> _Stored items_

- Opening Delimiter -

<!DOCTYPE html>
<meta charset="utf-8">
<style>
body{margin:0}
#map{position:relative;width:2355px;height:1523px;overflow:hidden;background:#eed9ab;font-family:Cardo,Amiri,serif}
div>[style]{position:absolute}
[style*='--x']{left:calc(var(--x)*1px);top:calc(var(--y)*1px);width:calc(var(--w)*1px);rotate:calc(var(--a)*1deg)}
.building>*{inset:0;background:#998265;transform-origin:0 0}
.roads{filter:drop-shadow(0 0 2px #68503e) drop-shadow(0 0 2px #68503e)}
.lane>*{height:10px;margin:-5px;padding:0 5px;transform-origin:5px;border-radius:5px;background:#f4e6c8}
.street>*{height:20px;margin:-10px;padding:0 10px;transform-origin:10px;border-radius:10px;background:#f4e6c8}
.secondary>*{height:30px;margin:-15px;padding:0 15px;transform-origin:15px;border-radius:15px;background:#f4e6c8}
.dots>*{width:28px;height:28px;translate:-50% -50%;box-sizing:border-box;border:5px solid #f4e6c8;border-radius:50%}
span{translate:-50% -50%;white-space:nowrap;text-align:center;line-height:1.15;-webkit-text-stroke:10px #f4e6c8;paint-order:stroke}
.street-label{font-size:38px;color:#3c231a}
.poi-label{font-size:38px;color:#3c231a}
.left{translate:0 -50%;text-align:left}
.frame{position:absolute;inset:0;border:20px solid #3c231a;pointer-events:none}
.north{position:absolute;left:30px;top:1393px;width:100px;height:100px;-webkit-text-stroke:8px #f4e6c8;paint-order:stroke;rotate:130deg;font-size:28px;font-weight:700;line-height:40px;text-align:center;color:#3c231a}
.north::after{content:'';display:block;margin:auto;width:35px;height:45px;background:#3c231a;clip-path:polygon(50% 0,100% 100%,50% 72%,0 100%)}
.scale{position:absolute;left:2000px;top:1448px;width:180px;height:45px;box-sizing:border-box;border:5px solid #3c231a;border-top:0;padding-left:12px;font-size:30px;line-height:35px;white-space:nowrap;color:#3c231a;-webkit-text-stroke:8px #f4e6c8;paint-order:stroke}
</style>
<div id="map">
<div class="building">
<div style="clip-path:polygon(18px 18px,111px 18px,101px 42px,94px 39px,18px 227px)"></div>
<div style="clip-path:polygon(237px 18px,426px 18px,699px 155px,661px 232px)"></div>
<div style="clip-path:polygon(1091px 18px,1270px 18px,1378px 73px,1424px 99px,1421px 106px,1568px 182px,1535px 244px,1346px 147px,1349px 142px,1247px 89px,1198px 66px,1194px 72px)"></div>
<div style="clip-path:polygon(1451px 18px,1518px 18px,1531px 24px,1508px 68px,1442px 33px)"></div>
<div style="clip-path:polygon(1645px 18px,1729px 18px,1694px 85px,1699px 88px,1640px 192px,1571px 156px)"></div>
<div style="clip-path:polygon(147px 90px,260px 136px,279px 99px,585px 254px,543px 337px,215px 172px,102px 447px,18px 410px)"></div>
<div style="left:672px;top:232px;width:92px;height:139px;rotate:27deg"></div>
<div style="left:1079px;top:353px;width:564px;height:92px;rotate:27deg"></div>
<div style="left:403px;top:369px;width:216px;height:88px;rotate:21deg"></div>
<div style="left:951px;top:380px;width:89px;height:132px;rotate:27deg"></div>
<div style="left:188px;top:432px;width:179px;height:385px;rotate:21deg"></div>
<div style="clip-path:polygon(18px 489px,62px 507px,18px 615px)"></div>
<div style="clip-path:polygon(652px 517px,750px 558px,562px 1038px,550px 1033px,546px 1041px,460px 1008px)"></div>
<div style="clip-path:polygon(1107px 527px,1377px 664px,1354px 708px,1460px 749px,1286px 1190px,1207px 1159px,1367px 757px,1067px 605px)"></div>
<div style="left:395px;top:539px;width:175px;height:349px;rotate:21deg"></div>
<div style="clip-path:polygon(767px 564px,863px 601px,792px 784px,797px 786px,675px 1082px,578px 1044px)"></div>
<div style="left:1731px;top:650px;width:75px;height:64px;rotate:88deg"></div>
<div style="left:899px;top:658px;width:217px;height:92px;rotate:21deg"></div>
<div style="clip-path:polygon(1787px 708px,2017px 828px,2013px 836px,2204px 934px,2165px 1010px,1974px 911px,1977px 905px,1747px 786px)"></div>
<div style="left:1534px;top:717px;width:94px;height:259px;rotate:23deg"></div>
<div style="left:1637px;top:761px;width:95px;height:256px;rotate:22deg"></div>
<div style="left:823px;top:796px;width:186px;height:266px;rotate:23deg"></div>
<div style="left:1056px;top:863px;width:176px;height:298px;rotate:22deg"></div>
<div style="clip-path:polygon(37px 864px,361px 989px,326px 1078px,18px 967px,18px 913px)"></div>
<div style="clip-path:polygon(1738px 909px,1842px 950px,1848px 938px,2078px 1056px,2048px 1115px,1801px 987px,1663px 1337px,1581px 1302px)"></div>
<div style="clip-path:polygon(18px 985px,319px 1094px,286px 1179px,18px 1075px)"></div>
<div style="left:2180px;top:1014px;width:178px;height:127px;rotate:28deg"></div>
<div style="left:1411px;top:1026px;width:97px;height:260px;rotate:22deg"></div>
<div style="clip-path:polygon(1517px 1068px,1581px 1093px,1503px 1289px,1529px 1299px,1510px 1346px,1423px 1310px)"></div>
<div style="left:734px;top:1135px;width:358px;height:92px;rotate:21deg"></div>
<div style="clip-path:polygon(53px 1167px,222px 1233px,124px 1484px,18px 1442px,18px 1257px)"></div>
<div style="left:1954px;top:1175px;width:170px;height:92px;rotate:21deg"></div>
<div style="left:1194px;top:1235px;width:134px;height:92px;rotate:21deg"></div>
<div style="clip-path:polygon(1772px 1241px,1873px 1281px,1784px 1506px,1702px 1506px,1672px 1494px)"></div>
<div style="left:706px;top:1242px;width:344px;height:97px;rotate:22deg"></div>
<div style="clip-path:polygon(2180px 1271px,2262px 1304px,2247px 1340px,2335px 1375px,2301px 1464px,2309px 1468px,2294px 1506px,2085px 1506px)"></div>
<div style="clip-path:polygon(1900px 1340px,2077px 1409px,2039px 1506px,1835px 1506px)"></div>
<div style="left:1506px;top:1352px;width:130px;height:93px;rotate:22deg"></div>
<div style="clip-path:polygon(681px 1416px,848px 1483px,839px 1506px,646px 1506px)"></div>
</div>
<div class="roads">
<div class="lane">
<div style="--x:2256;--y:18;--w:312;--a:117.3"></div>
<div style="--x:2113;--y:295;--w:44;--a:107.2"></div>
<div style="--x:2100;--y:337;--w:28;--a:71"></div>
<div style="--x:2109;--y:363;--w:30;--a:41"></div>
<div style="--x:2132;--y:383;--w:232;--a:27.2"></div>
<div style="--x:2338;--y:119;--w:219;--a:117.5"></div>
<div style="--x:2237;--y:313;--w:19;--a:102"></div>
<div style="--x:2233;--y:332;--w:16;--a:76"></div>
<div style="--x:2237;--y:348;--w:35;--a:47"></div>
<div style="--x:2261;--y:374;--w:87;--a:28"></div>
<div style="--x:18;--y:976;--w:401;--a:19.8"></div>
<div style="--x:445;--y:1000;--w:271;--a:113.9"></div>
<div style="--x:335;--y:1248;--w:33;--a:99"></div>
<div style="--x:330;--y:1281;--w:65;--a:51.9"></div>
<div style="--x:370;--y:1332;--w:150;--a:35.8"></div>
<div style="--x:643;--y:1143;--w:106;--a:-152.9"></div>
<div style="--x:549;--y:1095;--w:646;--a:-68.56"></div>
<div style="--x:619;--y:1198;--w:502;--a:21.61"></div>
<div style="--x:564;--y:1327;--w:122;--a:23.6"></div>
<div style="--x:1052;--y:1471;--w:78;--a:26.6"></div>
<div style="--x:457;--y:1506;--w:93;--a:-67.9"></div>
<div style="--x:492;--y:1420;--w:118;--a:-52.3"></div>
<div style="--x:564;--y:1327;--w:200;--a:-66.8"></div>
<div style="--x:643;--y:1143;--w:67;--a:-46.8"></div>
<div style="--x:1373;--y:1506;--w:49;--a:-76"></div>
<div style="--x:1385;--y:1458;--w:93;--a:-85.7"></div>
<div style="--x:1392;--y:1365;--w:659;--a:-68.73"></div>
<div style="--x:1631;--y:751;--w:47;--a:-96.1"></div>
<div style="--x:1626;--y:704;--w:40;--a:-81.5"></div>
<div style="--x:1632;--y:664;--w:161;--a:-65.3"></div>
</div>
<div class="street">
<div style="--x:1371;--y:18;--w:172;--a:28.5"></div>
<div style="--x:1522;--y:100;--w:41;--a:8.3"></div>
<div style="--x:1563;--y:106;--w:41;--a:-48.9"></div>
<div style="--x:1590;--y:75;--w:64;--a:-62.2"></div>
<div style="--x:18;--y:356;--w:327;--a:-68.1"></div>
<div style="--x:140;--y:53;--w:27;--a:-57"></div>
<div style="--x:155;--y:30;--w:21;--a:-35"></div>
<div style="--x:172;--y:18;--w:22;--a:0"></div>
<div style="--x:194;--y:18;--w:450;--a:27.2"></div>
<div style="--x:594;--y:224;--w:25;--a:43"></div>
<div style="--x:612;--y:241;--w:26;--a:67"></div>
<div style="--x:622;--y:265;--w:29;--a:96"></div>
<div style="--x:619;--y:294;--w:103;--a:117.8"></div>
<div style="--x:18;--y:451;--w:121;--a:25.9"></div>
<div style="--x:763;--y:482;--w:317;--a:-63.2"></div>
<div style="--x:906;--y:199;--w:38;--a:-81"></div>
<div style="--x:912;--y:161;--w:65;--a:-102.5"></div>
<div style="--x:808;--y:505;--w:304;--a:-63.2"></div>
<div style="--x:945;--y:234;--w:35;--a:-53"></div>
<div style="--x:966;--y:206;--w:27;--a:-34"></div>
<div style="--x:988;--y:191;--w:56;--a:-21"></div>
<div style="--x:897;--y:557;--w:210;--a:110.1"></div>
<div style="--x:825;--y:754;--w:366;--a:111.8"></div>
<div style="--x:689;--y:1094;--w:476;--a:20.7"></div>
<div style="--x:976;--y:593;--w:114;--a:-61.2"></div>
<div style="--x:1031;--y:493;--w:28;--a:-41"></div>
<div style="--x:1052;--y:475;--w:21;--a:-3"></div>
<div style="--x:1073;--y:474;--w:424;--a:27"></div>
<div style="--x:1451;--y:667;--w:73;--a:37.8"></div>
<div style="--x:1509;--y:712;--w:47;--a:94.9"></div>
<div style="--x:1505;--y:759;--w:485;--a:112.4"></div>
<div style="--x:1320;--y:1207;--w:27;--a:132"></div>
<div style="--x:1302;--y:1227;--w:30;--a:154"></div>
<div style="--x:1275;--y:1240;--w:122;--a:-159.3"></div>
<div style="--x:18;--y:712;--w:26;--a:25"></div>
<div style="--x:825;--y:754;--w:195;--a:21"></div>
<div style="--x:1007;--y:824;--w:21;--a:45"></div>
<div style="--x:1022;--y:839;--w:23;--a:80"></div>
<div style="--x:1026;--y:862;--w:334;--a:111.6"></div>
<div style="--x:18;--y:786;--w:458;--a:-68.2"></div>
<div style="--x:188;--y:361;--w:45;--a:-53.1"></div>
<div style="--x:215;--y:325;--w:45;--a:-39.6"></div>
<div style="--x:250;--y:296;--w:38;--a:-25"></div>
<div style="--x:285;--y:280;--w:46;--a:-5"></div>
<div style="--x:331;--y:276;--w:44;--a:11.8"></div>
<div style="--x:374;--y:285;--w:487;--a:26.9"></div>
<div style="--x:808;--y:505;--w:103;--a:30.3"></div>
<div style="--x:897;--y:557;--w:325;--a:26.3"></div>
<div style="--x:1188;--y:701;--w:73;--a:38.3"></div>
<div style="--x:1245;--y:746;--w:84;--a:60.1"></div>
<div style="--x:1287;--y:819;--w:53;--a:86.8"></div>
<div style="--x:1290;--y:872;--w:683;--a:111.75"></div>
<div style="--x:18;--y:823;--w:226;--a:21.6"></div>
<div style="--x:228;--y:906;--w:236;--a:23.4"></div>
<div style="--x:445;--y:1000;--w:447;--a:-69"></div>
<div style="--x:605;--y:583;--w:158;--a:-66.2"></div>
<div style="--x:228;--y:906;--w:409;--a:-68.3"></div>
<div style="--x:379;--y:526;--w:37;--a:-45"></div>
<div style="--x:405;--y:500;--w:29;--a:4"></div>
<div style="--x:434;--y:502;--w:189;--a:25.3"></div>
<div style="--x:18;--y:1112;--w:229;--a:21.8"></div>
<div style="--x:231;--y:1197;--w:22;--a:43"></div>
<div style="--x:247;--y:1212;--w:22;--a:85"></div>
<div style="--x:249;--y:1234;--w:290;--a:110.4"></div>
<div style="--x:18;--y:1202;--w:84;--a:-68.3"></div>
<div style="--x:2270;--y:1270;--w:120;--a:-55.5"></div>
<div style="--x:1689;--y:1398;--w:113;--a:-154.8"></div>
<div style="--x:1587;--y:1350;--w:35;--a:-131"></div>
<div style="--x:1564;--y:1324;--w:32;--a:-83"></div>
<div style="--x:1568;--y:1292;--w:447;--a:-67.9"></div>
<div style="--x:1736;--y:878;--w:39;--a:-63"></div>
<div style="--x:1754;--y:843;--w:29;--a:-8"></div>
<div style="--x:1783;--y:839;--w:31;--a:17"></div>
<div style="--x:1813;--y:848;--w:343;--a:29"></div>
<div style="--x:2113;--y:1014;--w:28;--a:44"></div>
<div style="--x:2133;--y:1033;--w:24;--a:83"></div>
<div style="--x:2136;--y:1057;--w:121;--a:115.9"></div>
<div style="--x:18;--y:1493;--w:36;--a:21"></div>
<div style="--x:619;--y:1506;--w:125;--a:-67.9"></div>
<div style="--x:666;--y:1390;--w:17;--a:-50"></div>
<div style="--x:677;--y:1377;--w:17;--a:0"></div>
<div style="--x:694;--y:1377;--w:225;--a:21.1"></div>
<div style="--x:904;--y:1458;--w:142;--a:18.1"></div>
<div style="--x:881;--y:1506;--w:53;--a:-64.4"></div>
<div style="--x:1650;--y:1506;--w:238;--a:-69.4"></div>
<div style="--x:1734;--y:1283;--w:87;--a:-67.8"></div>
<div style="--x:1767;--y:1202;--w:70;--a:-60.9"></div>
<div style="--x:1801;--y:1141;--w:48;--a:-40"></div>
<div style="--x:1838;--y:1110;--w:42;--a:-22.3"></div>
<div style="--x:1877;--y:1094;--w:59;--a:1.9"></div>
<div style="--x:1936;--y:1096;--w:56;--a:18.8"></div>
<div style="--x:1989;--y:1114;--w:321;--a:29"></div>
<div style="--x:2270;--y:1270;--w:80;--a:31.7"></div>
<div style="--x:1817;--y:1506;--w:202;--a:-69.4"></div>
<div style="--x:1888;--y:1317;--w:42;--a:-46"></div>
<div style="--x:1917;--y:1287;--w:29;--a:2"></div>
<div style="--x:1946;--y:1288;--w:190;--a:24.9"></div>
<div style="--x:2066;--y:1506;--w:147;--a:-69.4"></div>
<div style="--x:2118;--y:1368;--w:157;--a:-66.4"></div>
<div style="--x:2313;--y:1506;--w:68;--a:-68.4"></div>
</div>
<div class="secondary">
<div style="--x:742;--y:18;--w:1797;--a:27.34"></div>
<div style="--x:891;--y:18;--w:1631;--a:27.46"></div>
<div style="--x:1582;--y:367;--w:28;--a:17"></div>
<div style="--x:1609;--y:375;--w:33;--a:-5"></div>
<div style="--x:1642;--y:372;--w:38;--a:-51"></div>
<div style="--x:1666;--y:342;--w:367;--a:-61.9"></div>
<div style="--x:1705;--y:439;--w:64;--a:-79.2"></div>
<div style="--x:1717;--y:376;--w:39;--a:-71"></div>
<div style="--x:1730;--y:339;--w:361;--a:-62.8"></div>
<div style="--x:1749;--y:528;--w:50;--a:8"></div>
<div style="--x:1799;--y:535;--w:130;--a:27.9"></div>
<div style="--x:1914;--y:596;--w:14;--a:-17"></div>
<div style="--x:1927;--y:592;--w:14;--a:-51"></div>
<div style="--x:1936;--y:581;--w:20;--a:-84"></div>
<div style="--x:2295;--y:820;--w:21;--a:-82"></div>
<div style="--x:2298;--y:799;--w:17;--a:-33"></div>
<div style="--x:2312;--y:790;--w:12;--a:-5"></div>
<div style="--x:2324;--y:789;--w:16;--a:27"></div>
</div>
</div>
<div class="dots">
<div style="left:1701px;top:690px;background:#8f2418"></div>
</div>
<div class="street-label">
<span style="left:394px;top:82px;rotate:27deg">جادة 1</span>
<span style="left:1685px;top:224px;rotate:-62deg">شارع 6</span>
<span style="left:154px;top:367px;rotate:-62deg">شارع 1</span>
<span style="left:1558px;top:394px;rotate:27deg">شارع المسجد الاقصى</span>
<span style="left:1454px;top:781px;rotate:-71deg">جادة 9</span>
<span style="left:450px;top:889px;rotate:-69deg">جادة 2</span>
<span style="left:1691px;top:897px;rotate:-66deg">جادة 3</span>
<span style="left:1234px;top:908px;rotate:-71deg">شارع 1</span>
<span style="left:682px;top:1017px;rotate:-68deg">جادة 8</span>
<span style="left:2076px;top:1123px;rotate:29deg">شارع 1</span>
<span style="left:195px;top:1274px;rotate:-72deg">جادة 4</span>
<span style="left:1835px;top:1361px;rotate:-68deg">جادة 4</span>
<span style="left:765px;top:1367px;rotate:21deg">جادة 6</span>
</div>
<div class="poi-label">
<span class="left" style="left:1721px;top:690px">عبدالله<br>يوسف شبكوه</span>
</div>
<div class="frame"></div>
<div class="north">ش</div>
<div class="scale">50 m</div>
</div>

- Closing Delimiter -

> _EXERCISE REQUIREMENTS_
Which lines should be output? Exactly those from the first line of the data through the line containing "2px #68503e) drop-shadow(0", inclusive.

> _OUTPUT OF THE EXERCISE_
<!DOCTYPE html>
<meta charset="utf-8">
<style>
body{margin:0}
#map{position:relative;width:2355px;height:1523px;overflow:hidden;background:#eed9ab;font-family:Cardo,Amiri,serif}
div>[style]{position:absolute}
[style*='--x']{left:calc(var(--x)*1px);top:calc(var(--y)*1px);width:calc(var(--w)*1px);rotate:calc(var(--a)*1deg)}
.building>*{inset:0;background:#998265;transform-origin:0 0}
.roads{filter:drop-shadow(0 0 2px #68503e) drop-shadow(0 0 2px #68503e)}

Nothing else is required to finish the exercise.